Here’s an exercise for becoming fluent with arpeggios.
Use Practice Page #1 which will give you a way to practise in all keys.
Then choose an arpeggio type, eg., Minor 7ths.
Then apply a fretboard limit, say, ‘one octave’, and play over and over.
You have to come up with something to do :)
Here are a few ideas:
- Limit to the D and G strings. Play 2 notes per string, 5 b7 on the D string, 1 b3 on the G. – like Layla :)
- It’s good practice to play things not always starting from the root, so this exercise will work on a little corner of that
- Use 1 string. Start at the lowest available note for the arpeggio. Play all 4 notes in order. Do the same for the next arpeggio, always starting at the lowest available note.
- Here’s you’ll have to quickly figure out what the lowest note in the arpeggio is
- If there is an open string in the arpeggio play it, then play the other 3 notes in any order.
- Again, this is making you see the whole arp in one go and fracturing it rather than thinking from the root up. You’ll have to make a decision about what to do when there are 2, 3, 4, or no open strings available.
- Limit arpeggio to Major Triad. Play root on the D string, chromatic approach to 3rd, then 3rd on the G string, 5th on the B.
- Here’s you’re just working on knowing the starting note on the D string, then everything else is the same pattern.
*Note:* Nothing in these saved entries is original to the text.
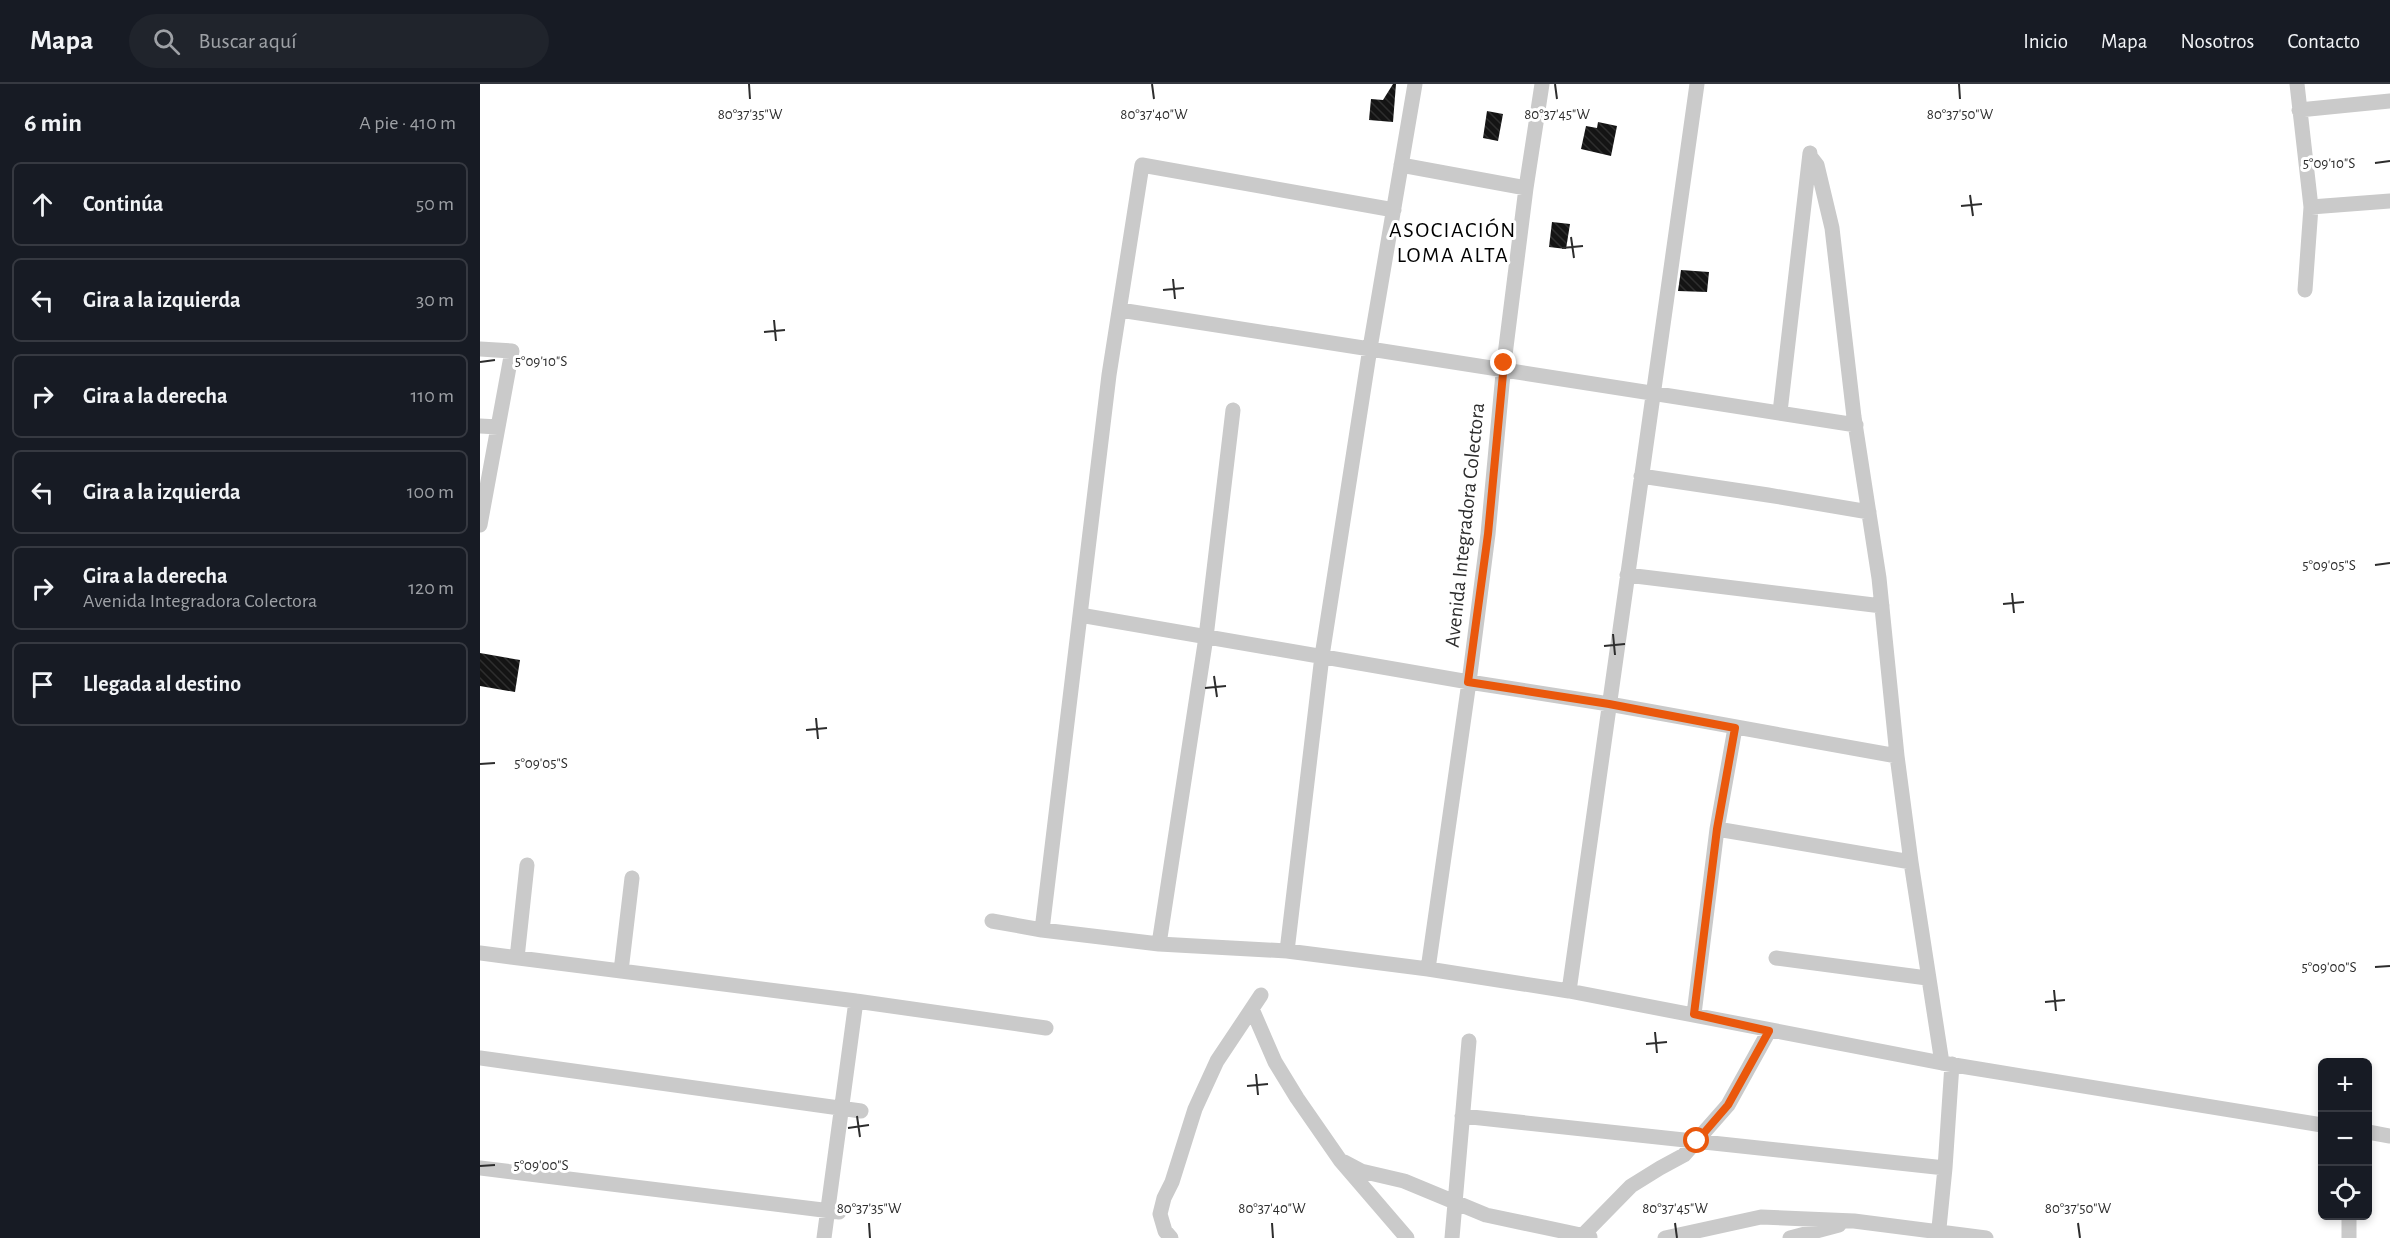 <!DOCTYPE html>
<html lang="es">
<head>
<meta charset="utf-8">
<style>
	body { margin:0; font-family:"Alegreya Sans",sans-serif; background:#20242c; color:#f1f3f6 }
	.controls { position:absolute; right:18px; bottom:18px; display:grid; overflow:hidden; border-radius:9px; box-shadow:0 3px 9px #0003 }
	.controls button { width:54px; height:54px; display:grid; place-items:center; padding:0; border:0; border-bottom:2px solid #363941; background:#171b24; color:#f1f3f6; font:30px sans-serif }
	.stop { position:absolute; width:18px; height:18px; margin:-14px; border:4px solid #ea580c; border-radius:50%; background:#fff }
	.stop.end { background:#ea580c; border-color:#fff; box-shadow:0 2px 6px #0008 }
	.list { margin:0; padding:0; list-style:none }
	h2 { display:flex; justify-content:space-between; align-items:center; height:78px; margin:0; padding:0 24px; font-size:26px }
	h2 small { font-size:20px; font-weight:400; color:#9ea1a6 }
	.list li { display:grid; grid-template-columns:39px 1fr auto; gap:18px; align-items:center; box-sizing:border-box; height:84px; margin:0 12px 12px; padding:0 12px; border:2px solid #363941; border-radius:9px }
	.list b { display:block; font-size:22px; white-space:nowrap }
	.list p { margin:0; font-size:20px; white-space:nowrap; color:#9ea1a6 }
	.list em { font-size:20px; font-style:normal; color:#9ea1a6 }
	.icon { flex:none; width:33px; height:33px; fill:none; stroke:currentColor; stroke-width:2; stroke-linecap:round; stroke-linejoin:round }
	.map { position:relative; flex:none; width:1910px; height:1154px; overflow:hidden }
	header { display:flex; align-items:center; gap:36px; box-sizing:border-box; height:84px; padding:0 30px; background:#171b24; border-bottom:2px solid #363941 }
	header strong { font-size:28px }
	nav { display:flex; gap:33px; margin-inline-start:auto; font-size:21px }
	.search { width:420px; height:54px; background:#20242c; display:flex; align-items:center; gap:15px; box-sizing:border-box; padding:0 21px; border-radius:33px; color:#9ea1a6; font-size:22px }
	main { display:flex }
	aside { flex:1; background:#171b24 }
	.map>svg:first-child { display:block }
	.building { fill:url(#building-back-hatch) }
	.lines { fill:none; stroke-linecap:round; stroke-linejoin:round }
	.street { stroke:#cacaca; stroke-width:15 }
	.route { stroke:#ea580c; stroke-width:8 }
	.ticks { fill:none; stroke:#2d2d2d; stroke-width:2 }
	.labels { text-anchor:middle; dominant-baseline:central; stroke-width:6; stroke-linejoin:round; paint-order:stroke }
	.street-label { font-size:21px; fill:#2d2d2d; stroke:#fff }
	.neighbourhood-label { font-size:22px; letter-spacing:1.5px; fill:#000; stroke:#fff }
	.ticks-label { font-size:15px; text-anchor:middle; fill:#2d2d2d; stroke:#fff; stroke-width:6; stroke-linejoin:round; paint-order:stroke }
</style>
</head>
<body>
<header>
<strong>Mapa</strong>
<div class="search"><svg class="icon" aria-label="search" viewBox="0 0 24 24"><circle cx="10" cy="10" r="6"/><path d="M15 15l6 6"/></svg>Buscar aquí</div>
<nav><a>Inicio</a><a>Mapa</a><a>Nosotros</a><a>Contacto</a></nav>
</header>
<main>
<aside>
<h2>6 min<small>A pie · 410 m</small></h2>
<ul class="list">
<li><svg class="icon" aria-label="ahead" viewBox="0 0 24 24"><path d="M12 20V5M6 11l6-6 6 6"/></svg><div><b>Continúa</b></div><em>50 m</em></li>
<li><svg class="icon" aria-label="left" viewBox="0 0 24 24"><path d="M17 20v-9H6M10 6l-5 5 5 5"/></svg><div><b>Gira a la izquierda</b></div><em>30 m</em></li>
<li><svg class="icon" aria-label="right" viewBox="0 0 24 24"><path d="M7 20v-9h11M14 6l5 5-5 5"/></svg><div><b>Gira a la derecha</b></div><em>110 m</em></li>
<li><svg class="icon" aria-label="left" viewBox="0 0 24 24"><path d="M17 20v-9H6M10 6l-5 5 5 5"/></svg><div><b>Gira a la izquierda</b></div><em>100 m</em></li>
<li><svg class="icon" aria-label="right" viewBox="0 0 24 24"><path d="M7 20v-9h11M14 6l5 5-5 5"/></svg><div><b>Gira a la derecha</b><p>Avenida Integradora Colectora</p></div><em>120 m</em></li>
<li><svg class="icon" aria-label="arrive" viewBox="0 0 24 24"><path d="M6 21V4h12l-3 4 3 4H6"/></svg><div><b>Llegada al destino</b></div></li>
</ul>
</aside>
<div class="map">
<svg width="1910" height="1154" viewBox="0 0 1910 1154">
	<defs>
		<pattern id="building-back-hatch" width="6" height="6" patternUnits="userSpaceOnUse" patternTransform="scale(1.5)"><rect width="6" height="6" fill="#141414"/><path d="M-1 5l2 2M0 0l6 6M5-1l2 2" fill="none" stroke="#2e2e2e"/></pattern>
	</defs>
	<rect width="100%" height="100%" fill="#fff"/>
	<path class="building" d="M 913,0 L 916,0 L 913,38 L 889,36 L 891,15 L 903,16 Z
		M 1007,27 L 1023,30 L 1018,57 L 1003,54 Z
		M 1118,38 L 1137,42 L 1131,72 L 1101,65 L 1106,42 L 1117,44 Z
		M 1072,138 L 1090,140 L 1086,165 L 1069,163 Z
		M 1201,186 L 1229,188 L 1227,208 L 1198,207 Z
		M 0,569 L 40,576 L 35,608 L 0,602 Z"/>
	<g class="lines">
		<path class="street" d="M 1817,0 L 1831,123 L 1825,206
			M 1819,26 L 1910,17
			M 1330,72 L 1337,81 L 1352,144 L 1374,333 L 1399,494 L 1417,672 L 1431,778 L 1462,979
			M 921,81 L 1046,104
			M 1831,123 L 1910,117
			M 640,226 L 1376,341
			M 0,265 L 32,267 L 0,441
			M 1300,328 L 1330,69
			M 0,342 L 18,343
			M 1161,392 L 1288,411 L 1389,428
			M 1147,491 L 1402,522
			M 600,531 L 989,598 L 1129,620 L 1417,672
			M 1237,745 L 1431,778
			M 512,837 L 562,846 L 679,860 L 807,867 L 948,885 L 1089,907 L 1462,979 L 1842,1041
			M 562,846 L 629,291 L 662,81 L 914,126
			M 679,860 L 726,553 L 753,326
			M 807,867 L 842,572 L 890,264 L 935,0
			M 0,869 L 376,917 L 566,944
			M 37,874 L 47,781
			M 1296,874 L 1447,894
			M 948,885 L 989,598 L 1008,450 L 1024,279 L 1046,104 L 1062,0
			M 141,887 L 152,794
			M 1089,907 L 1217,0
			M 772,925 L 795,978 L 817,1014 L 860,1076 L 927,1154
			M 1214,930 L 1237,745 L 1255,644
			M 0,974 L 381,1027
			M 982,1032 L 1465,1084
			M 1888,1048 L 1910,1052
			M 864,1078 L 881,1087 L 924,1097 L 1006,1131 L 1110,1153
			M 0,1084 L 359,1128
			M 344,1154 L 376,917
			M 691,1154 L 685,1147 L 680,1130 L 684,1114 L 692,1098 L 715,1025 L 737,977 L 781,911
			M 972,1154 L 989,957
			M 1100,1154 L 1151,1102 L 1180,1084 L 1204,1071 L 1248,1021 L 1289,947
			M 1185,1154 L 1281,1133 L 1374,1137 L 1506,1154
			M 1310,1154 L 1359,1141
			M 1458,1154 L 1465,1084 L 1472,980
			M 1869,1154 L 1869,1132"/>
	</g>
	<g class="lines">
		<path class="route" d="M 1024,279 L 1008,450 L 988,598 L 1129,620 L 1255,644 L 1237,745 L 1214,930 L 1289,947 L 1248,1021 L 1217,1057"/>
	</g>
	<path class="ticks" d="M 269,0 L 270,15M 672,0 L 674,15M 1075,0 L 1077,15M 1479,0 L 1480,15M 1895,79 L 1910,77M 1490,111 L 1493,132M 1481,122 L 1502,120M 1091,153 L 1094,174M 1082,164 L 1103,162M 693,195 L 695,215M 683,206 L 704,204M 294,236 L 296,257M 284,248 L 305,246M 0,278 L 15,276M 1895,481 L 1910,479M 1532,509 L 1534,529M 1523,520 L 1544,518M 1133,550 L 1135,571M 1124,562 L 1145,560M 734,592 L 737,613M 725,604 L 746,602M 336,634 L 338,655M 326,646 L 347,644M 0,680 L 15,679M 1895,883 L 1910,882M 1574,906 L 1576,927M 1565,918 L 1585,916M 1175,948 L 1177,969M 1166,960 L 1187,958M 776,990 L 778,1011M 767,1002 L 788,1000M 377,1032 L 380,1053M 368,1044 L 389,1041M 0,1082 L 15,1081M 389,1139 L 390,1154M 792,1139 L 793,1154M 1195,1139 L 1197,1154M 1598,1139 L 1600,1154"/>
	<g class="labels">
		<g class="street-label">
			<text transform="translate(985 441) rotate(-84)">Avenida Integradora Colectora</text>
		</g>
		<g class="neighbourhood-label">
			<text x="973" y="146">ASOCIACIÓN<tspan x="973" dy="25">LOMA ALTA</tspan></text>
		</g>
	</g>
	<g class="ticks-label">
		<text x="270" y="35">80°37'35"W</text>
		<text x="674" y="35">80°37'40"W</text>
		<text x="1077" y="35">80°37'45"W</text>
		<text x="1480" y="35">80°37'50"W</text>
		<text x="1849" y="84">5°09'10"S</text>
		<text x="61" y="282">5°09'10"S</text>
		<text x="1849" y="486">5°09'05"S</text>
		<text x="61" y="684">5°09'05"S</text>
		<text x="1849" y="888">5°09'00"S</text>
		<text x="61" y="1086">5°09'00"S</text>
		<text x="389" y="1129">80°37'35"W</text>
		<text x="792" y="1129">80°37'40"W</text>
		<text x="1195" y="1129">80°37'45"W</text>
		<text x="1598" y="1129">80°37'50"W</text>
	</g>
</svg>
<div class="controls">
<button>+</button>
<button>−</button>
<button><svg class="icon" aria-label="locate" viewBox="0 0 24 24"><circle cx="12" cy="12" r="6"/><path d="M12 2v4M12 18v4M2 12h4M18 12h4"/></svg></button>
</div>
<div class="stop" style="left:1217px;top:1057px"></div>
<div class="stop end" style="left:1024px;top:279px"></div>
</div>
</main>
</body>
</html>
Try using a metronome or practising with someone else to get a bit of pressure to nail it.
Why, oh why?
This kind of practice is not about working on things that you can then play on a gig. There are no ‘hot licks’ :)
Rather it’s about revealing your ability to USE this stuff in the moment.
You want to expose that, put it under the microscope and work to move it to the next level.
Personally, I try to balance my practice at about 20% of this kind of thing and 80% learning actual music.